I have felt guilty for a long time (read forever) that I am not the kind of patient mother who can deal with this and make it OK. When we finally stopped (we both stopped, me first and then her) I found another pair of perfectly fine pink, lace up shoes she could wear to school. Which neither of us even remembered existing when she was throwing shoes and I was swearing. A perfectly good and functional pair of dry school shoes were RIGHT THERE in the shoebox where all the shoes go (including the ones that don’t fit or they don’t like or are only one shoe).
So here’s the thing (I don’t even now why I wrote that because after I re-read this there is still no thing. And I am really searching for a thing for this make sense to me), she went off to school with an adorable new haircut and puffy eyes from crying and a hoarse throat from yelling and I sat for 3 beats too long on the couch, drinking my cold cup of tea that got forgotten in the war wondering how on earth we haven’t worked this out yet. Or more rightly why I haven’t worked this out yet, and feeling like a pretty shit parent. Since then our au pair (the closest I-was-not-choking-my-child witness) has been to the shops to buy plain white socks. The morning job list is going back on the wall. The shoebox has been cleaned out. There will be some shoe shopping I suspect. But none of those things are the thing that unwinds why, for me, my children are not my greatest motivators for change, and I feel like it would be right if they were.

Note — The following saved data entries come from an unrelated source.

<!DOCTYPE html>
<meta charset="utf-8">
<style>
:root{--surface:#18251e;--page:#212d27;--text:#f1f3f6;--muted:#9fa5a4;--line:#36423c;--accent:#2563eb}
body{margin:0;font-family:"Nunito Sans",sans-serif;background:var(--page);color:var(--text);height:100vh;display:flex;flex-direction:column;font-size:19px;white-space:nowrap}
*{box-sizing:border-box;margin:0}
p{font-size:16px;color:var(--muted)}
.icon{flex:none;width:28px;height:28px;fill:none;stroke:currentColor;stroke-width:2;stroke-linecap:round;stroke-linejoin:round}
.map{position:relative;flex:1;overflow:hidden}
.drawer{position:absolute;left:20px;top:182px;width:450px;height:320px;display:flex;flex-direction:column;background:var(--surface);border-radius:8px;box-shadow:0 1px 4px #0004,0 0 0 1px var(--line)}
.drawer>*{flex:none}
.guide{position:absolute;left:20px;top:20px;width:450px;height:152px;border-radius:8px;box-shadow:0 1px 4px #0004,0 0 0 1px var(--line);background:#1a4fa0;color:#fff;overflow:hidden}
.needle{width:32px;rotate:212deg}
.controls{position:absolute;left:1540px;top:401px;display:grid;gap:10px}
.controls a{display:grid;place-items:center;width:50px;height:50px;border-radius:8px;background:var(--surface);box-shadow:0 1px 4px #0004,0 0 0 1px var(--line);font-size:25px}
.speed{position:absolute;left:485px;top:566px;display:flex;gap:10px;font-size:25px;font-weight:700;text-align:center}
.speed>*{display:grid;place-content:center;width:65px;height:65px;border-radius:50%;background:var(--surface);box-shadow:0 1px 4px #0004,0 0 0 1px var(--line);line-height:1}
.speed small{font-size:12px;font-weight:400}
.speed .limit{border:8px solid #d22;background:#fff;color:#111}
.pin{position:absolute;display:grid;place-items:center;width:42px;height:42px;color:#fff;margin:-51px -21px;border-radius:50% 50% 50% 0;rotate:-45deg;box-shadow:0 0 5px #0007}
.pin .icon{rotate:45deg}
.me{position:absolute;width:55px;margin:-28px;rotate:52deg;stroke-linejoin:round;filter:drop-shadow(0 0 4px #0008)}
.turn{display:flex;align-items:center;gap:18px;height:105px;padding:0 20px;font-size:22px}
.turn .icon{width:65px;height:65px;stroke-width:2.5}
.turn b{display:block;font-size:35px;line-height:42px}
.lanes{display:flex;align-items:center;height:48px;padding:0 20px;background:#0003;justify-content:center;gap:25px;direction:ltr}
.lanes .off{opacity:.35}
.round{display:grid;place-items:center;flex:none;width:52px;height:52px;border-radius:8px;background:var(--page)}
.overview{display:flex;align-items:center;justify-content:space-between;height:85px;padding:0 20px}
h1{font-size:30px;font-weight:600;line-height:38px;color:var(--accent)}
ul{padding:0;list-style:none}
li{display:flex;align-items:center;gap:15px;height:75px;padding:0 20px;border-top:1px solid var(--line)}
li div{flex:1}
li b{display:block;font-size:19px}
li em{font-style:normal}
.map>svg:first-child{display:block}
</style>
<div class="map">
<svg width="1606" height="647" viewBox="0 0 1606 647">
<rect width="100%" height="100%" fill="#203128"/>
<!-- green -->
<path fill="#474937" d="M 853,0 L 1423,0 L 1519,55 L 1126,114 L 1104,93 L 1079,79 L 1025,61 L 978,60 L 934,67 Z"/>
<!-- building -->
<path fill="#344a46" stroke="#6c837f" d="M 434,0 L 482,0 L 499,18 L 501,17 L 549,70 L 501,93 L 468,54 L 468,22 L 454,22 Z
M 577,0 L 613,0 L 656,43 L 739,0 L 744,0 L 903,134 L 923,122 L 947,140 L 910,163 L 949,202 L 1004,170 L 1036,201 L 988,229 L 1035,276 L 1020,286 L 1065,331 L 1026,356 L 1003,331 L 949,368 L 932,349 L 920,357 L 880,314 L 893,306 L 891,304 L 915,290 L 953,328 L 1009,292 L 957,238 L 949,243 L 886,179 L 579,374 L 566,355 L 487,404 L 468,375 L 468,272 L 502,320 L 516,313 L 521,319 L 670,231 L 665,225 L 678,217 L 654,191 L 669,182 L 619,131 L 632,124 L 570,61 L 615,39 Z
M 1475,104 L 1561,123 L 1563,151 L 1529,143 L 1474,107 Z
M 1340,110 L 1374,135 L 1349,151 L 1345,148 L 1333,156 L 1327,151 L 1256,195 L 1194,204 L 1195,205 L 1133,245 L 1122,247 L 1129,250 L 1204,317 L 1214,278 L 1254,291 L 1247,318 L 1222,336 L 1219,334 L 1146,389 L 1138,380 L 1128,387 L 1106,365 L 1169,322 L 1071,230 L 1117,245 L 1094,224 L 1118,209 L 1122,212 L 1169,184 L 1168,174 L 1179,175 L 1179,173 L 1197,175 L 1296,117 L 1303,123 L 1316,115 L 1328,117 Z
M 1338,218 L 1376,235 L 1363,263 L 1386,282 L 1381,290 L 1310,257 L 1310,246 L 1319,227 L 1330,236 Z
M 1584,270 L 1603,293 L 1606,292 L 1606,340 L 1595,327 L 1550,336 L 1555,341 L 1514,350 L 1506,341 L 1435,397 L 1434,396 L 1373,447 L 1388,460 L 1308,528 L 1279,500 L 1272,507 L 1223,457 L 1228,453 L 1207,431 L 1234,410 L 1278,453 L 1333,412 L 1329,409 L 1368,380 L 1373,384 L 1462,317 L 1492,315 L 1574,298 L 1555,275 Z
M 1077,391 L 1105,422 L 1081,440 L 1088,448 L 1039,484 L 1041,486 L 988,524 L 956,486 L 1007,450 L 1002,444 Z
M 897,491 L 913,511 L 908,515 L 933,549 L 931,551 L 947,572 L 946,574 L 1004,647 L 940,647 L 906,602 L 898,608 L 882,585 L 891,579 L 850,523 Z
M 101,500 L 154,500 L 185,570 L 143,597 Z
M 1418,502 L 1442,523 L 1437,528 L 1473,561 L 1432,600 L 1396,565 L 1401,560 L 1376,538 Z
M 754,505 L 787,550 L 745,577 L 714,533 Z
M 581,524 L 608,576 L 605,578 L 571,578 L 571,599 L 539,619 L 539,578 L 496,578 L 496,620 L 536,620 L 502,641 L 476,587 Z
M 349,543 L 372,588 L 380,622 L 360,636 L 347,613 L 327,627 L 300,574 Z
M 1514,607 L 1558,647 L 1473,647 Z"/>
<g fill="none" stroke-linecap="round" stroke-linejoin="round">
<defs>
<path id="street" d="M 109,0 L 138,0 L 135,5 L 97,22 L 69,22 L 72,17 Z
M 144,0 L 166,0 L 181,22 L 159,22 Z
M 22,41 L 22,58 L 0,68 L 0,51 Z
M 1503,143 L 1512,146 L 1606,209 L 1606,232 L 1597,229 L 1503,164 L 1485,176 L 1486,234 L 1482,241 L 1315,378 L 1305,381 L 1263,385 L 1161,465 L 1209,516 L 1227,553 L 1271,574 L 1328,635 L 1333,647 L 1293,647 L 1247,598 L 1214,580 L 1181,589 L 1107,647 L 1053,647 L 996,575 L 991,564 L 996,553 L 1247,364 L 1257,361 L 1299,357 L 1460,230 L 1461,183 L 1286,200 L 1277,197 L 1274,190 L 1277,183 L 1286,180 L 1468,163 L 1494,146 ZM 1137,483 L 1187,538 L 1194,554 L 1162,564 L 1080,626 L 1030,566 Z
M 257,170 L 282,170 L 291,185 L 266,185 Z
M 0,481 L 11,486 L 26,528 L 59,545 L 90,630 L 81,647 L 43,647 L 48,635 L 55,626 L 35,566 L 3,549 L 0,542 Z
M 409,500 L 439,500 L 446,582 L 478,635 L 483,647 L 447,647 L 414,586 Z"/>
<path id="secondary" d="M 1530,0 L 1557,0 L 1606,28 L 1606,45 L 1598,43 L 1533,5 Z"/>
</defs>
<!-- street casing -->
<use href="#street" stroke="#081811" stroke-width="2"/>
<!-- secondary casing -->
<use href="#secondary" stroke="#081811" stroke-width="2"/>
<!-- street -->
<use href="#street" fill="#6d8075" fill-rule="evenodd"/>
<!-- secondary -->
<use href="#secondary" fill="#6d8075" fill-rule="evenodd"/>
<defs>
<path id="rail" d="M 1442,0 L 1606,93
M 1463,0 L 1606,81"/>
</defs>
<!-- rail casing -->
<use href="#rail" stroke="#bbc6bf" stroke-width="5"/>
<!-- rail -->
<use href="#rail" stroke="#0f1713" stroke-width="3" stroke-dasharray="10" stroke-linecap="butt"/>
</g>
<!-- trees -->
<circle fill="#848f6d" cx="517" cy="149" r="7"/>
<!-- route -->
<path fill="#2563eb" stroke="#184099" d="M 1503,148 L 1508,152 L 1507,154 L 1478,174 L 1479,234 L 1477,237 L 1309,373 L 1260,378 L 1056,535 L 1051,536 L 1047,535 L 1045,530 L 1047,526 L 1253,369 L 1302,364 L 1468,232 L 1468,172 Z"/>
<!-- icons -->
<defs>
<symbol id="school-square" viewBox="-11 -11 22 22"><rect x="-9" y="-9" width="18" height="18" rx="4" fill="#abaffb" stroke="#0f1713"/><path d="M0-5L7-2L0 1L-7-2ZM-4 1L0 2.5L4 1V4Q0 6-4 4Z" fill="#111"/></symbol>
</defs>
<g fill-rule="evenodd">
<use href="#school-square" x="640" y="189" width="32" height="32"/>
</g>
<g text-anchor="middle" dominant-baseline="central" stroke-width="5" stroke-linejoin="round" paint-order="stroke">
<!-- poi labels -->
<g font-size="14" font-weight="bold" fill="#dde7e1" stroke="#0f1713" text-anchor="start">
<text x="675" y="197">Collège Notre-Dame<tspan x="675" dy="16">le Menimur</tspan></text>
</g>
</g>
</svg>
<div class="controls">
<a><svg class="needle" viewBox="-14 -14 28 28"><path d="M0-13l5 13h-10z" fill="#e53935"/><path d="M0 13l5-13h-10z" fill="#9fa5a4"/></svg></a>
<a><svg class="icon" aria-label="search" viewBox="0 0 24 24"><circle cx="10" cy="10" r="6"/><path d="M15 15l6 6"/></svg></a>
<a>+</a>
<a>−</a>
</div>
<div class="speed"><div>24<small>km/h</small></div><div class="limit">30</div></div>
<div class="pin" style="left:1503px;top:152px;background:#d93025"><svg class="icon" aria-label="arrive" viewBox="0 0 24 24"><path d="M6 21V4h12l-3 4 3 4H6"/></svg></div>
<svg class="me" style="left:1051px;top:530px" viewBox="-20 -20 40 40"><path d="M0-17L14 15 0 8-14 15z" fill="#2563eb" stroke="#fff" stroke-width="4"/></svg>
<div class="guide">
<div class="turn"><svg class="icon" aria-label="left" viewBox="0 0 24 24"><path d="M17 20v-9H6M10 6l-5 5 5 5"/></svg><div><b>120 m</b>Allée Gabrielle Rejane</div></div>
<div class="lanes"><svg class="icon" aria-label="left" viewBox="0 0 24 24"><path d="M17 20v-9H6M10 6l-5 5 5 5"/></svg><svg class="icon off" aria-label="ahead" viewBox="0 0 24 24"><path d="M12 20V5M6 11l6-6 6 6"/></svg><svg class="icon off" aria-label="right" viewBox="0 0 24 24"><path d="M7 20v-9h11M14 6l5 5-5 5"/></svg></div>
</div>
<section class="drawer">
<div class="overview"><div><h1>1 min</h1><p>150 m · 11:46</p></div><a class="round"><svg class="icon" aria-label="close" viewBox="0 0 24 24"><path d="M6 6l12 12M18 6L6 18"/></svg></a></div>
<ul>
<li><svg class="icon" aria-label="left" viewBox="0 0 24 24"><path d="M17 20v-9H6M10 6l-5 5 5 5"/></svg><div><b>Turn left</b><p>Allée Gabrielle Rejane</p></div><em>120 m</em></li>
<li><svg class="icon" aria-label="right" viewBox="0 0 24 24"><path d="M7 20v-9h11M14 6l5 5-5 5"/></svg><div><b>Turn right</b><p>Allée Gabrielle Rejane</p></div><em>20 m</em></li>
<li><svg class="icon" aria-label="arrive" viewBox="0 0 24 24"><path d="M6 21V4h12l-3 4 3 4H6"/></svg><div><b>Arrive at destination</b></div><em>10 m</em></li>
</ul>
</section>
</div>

And I know some people try so hard to have children and can’t (and I just didn’t try hard enough not to and I do not regret that for one second and I trust that they are meant to be here with me, but there was no amount of trying or yearning for a long time to have them or even a life-plan that was about many children) and they grow up so fast (I have a 19 year old and I know how that is, but I love the grown up she is). Maybe I am just better with grown ups? My mum said the other day that I have too many of my father’s genes (in relation to how I am as a mother, because I was making some off-hand comment about not being caring enough in a kind-of jokey way and she hit me with that one and I suspect I do parent more like my Dad than my mum, however I’m still not sure how much I liked hearing that).

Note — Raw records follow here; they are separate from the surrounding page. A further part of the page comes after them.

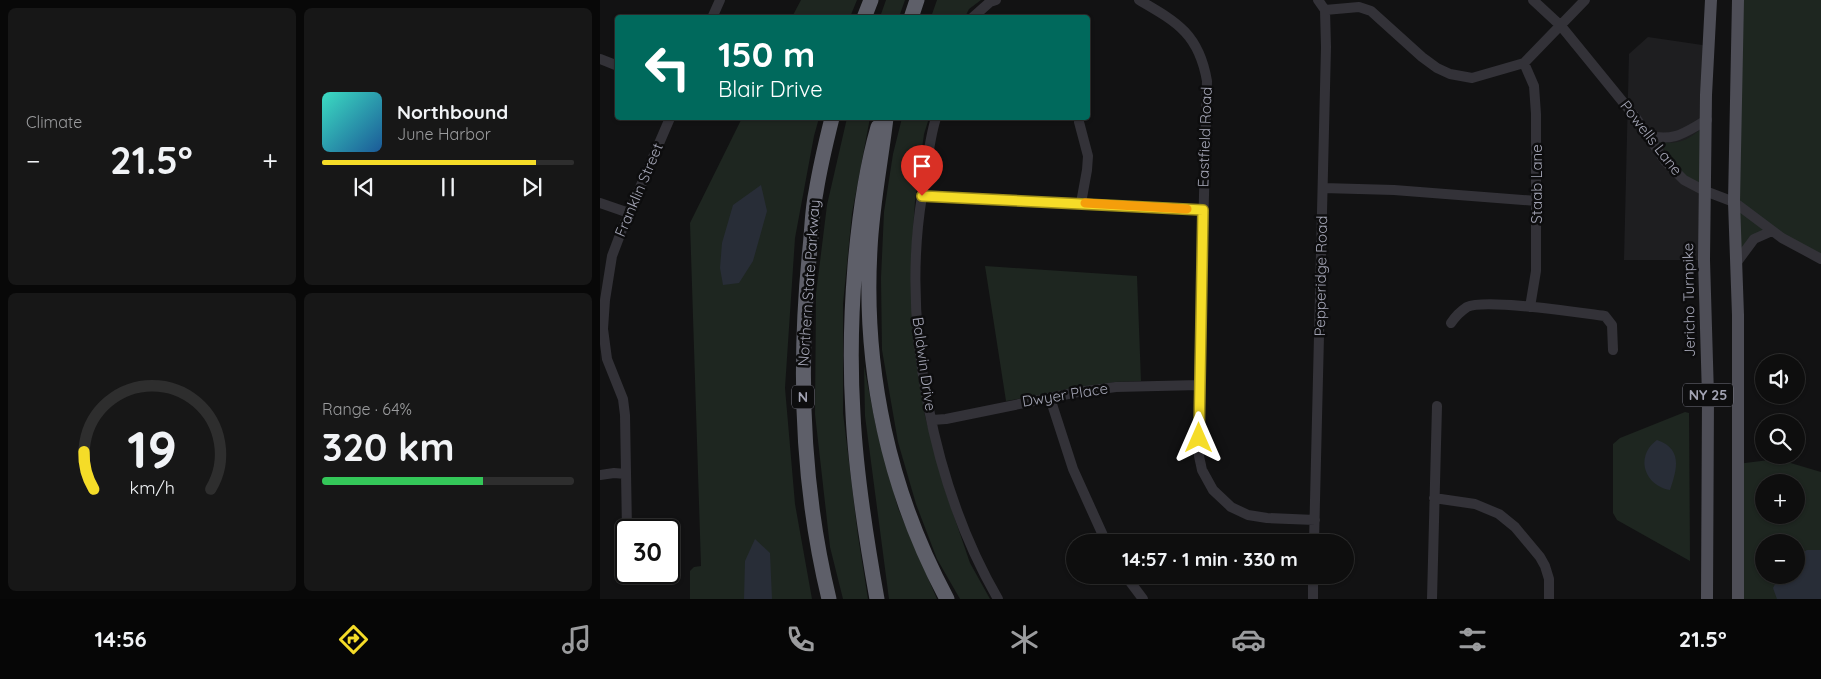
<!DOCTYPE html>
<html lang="en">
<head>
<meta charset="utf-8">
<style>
  :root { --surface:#0e0e0e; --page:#171717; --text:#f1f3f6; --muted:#9b9c9e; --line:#2e2e2e; --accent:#f5dc28 }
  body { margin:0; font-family:Quicksand,sans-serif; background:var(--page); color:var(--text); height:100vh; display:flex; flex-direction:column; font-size:19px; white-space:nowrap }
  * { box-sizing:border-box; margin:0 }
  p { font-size:16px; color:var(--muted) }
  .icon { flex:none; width:28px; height:28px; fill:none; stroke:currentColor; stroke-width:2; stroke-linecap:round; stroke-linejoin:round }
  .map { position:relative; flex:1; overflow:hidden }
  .drawer { display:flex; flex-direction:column; gap:8px; padding:8px; background:#080808; width:600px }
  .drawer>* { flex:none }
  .top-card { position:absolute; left:15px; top:15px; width:475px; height:105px; border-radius:5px; box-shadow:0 1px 4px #0004,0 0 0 1px var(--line); background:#00695c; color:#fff; overflow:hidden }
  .controls { position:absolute; left:1155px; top:354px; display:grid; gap:10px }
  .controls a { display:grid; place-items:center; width:50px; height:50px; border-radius:50%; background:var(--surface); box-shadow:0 1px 4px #0004,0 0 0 1px var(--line); font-size:25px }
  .speed { position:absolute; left:15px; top:519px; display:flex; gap:10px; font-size:25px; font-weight:700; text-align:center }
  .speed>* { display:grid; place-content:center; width:65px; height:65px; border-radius:50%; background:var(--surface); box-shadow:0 1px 4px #0004,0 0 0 1px var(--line); line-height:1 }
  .speed .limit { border:2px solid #111; border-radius:8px; background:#fff; color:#111 }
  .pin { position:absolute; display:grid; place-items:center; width:42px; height:42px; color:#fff; margin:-51px -21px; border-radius:50% 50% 50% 0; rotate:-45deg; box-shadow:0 0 5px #0007 }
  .pin .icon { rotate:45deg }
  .me { position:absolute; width:55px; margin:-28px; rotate:0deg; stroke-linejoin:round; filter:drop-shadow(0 0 4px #0008) }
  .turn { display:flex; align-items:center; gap:18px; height:105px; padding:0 20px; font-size:22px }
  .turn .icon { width:65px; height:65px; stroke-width:2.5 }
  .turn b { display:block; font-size:35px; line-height:42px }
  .big { font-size:38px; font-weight:700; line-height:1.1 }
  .drawer .widget { flex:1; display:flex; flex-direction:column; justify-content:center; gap:8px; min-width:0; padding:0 18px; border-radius:8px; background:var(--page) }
  .drawer .dial { align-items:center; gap:0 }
  .dial svg { height:130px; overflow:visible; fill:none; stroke:var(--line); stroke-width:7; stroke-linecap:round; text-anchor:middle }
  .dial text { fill:var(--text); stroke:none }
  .song { display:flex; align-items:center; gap:15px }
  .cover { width:60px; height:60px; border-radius:8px; background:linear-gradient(135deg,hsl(170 70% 55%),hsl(210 70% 35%)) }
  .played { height:5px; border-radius:2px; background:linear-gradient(90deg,var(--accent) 85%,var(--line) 85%) }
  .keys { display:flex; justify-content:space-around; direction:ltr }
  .heat { display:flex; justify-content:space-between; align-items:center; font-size:28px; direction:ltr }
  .charge { height:8px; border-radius:4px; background:linear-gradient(90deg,#34c759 64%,var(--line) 0) }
  .drawer .tiles { flex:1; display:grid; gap:8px; grid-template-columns:repeat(2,1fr) }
  .trip { position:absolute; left:466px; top:534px; width:288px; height:50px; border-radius:25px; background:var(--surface); box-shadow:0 1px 4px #0004,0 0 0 1px var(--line); font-weight:700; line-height:50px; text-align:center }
  .tabs { display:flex; height:80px; justify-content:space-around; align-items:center; background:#060606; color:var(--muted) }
  .tabs .icon { width:35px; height:35px }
  .tabs .selected { color:var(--accent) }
  .tabs b { font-size:22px; color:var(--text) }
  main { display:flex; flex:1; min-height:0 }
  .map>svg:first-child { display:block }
  .built { fill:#1e1e20 }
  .green { fill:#1e2620; fill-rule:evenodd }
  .water { fill:#282d37 }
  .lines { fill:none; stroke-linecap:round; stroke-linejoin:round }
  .minor { stroke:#333238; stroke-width:10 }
  .major { stroke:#4e4e57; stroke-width:12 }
  .highway { stroke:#5e5f69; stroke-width:15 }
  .route-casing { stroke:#9f8f1a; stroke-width:12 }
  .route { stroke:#f5dc28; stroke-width:9 }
  .slow { stroke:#f59e0b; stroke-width:9 }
  .labels { text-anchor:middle; stroke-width:5; stroke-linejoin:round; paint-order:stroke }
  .shield { fill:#0d0d0e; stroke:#767782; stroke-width:1 }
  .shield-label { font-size:14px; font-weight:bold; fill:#a3a4b4 }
  .street-label { font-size:15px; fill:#a3a4b4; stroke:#0d0d0e }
</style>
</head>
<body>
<main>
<section class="drawer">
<div class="tiles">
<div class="widget"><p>Climate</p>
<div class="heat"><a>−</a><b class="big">21.5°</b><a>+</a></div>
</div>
<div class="widget">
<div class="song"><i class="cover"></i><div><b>Northbound</b><p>June Harbor</p></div></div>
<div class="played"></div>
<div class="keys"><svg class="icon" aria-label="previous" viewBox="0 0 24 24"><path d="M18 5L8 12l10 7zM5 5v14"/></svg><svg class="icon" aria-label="pause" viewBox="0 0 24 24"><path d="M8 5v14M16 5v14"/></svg><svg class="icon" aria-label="next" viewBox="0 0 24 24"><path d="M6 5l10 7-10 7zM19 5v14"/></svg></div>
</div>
<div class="widget dial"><svg viewBox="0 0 100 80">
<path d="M14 69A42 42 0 1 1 86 69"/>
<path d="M14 69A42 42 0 0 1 8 46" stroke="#f5dc28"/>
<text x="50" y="56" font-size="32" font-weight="700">19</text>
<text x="50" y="72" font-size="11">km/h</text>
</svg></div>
<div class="widget"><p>Range · 64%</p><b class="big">320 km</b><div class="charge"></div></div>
</div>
</section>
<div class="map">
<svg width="1221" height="599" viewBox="0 0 1221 599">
  <rect width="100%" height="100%" fill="#121213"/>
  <path class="built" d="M1048,37L1109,46L1104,260H1024L1029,54Z"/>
  <path class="green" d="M201,0H257L250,17H192Z
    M286,0H305L299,17H280Z
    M337,0H381L369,9L365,17H331Z
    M1138,0H1221V259L1134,202Z
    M142,118H219L214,136L195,238L185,388L195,504L212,599H90V571L94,567L101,566L90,223Z
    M247,118H270L252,213L243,304V413L258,536L268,599H243L230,547L215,414L216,294L227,205Z
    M302,118H329L324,134L315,201L311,262L314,342L325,416L344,487L370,563L390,599H360L337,559L316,504L298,442L282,350L281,278L284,212L293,154Z
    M1101,129L1100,185L1085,177L1057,141C1077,145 1085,142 1101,129Z
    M1136,207L1167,231L1138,257Z
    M385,266L537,276L541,381L515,382L406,401Z
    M264,366L276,427L298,508L337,599H289L265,416Z
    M1085,412L1089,413L1090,561L1017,520L1013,513V444L1020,438Z
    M1177,459L1221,472V599H1138L1137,464ZM1164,482H1196V515H1164ZM1164,542H1196V575H1164Z"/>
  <path class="water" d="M161,185L167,211L153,261L139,283L123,285L120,268L122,243L133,205Z
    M1057,440C1083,449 1077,469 1070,490C1050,487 1037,466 1049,448C1051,445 1054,442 1057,440Z
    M155,539L170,553L172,599H144L145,561Z
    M1207,550H1221V599H1177L1173,588L1180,575H1196V556Z"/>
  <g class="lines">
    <path class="minor" d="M539,0C577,22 599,34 607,81L599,385V456L602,470L613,490L631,507L648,515L667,518L715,520
      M718,0L725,10
      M933,0L961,26L1036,118L1065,161L1084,180L1105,191L1134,202L1182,238L1221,259
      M725,10L759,7L771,11L822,57L837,68L850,74L872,78L924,63L985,0
      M112,18L120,0
      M372,18L390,2L396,0
      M0,59L18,66
      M924,63L934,86L936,114V271L930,307
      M336,118C328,143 327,170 322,196C301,324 333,487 398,599
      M479,122L488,156L487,170L481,203
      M1048,136C1077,141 1083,133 1107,120
      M723,188L794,190L937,201
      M322,196L603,210
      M0,203L29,213
      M1137,262L1154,239L1172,231
      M851,323C855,317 861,311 867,307C886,298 980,313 1005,316L1012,325L1013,350
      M450,398L473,469L506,542
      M332,420L346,419L478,392L516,387L599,385
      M0,475L14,473L26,474
      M834,498L875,504L899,514L915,527L940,557L945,566L949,579V599
      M27,530L25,415L23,399L7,359L3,329L5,300L12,256L23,227L70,118
      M714,542L726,47L725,10
      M525,575L543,599
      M713,599V575
      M832,599L837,406"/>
    <path class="major" d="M1107,599L1108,396L1104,260L1106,95L1111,0
      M1138,599V315L1134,202L1138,0"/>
    <path class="highway" d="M264,18L271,0
      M311,18L317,0
      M286,118C281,161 272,205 270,249C263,371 289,491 347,599
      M229,599C201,484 198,366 210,248C212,230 212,210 216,192C220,167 226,142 232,118
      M277,599C266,538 256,476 253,414C250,365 251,315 255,266C259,219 265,172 278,127"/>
  </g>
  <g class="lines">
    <defs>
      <path id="route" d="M322,196L603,210L599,438"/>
    </defs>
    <use href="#route" class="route-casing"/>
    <use href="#route" class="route"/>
    <path class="slow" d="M485,203L587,209"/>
  </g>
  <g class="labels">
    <g class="shield">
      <rect x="1083" y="383.5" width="50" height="23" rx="4"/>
      <rect x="192" y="385.5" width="22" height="23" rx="4"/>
    </g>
    <g class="shield-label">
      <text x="1108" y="400">NY 25</text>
      <text x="203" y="402">N</text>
    </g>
    <g class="street-label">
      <text transform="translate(605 137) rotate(-88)" y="5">Eastfield Road</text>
      <text transform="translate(1051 138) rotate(52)" y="5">Powells Lane</text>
      <text transform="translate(937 184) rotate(-90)" y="5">Staab Lane</text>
      <text transform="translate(39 190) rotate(-67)" y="5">Franklin Street</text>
      <text transform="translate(721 276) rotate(-89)" y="5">Pepperidge Road</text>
      <text transform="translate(209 283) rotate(-86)" y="5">Northern State Parkway</text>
      <text transform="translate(1089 300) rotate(-91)" y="5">Jericho Turnpike</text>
      <text transform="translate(324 364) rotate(82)" y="5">Baldwin Drive</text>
      <text transform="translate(465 395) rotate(-9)" y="5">Dwyer Place</text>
    </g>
  </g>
</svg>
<div class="controls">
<a><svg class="icon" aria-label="sound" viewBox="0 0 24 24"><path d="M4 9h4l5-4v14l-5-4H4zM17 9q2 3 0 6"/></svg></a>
<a><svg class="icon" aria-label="search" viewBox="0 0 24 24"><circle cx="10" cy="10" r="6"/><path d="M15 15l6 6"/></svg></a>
<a>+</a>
<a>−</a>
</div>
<div class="speed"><div class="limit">30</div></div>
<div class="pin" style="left:322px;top:196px;background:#d93025"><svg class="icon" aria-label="arrive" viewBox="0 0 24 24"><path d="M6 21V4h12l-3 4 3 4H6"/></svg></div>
<svg class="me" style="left:599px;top:438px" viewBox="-20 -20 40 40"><path d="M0-17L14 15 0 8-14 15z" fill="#f5dc28" stroke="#fff" stroke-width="4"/></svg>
<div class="trip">14:57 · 1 min · 330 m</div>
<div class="top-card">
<div class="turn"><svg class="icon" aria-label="left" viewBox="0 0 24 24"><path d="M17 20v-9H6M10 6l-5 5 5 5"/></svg><div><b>150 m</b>Blair Drive</div></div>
</div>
</div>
</main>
<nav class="tabs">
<b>14:56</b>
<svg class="icon selected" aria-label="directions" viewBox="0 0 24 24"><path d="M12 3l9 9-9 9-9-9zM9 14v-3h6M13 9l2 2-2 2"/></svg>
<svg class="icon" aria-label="music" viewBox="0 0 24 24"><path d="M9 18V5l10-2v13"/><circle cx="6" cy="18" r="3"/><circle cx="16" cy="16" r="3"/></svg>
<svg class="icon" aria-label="phone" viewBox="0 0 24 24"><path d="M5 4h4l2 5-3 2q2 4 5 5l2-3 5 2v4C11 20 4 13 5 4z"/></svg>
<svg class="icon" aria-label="climate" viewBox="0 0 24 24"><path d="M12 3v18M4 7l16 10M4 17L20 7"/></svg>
<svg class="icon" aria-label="car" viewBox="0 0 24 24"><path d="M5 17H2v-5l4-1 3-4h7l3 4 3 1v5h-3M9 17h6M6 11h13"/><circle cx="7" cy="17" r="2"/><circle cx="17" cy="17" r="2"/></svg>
<svg class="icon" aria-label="filters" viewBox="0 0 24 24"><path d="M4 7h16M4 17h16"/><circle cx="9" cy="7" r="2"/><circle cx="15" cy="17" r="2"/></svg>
<b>21.5°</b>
</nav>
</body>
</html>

And it’s Mother’s Day on Sunday and they adore me, and I adore them. We have this amazingly, incredibly blessed, busy, full life. I have to be honest though and say it is the hardest and most frustrating gig of all the gigs for me. I suspect it is the same for some people. I suspect that that’s OK. And I don’t doubt it is teaching me so many things, but when people write that parenting taught them to be selfless I have not found a way for it to teach me that yet. Perhaps I am too selfish? Or perhaps they are? And which would be OK? I’m not sure I aspire to selflessness anyway, I think it’s something is the middle that works, but I don’t know what that is. In the middle between selfish and selfless. That place. I think that place would work.
I’m not sure I got anywhere. I just never want to fight about shoes again.
Ah, I love this post! Can very well relate, and yay for the path somewhere in the middle.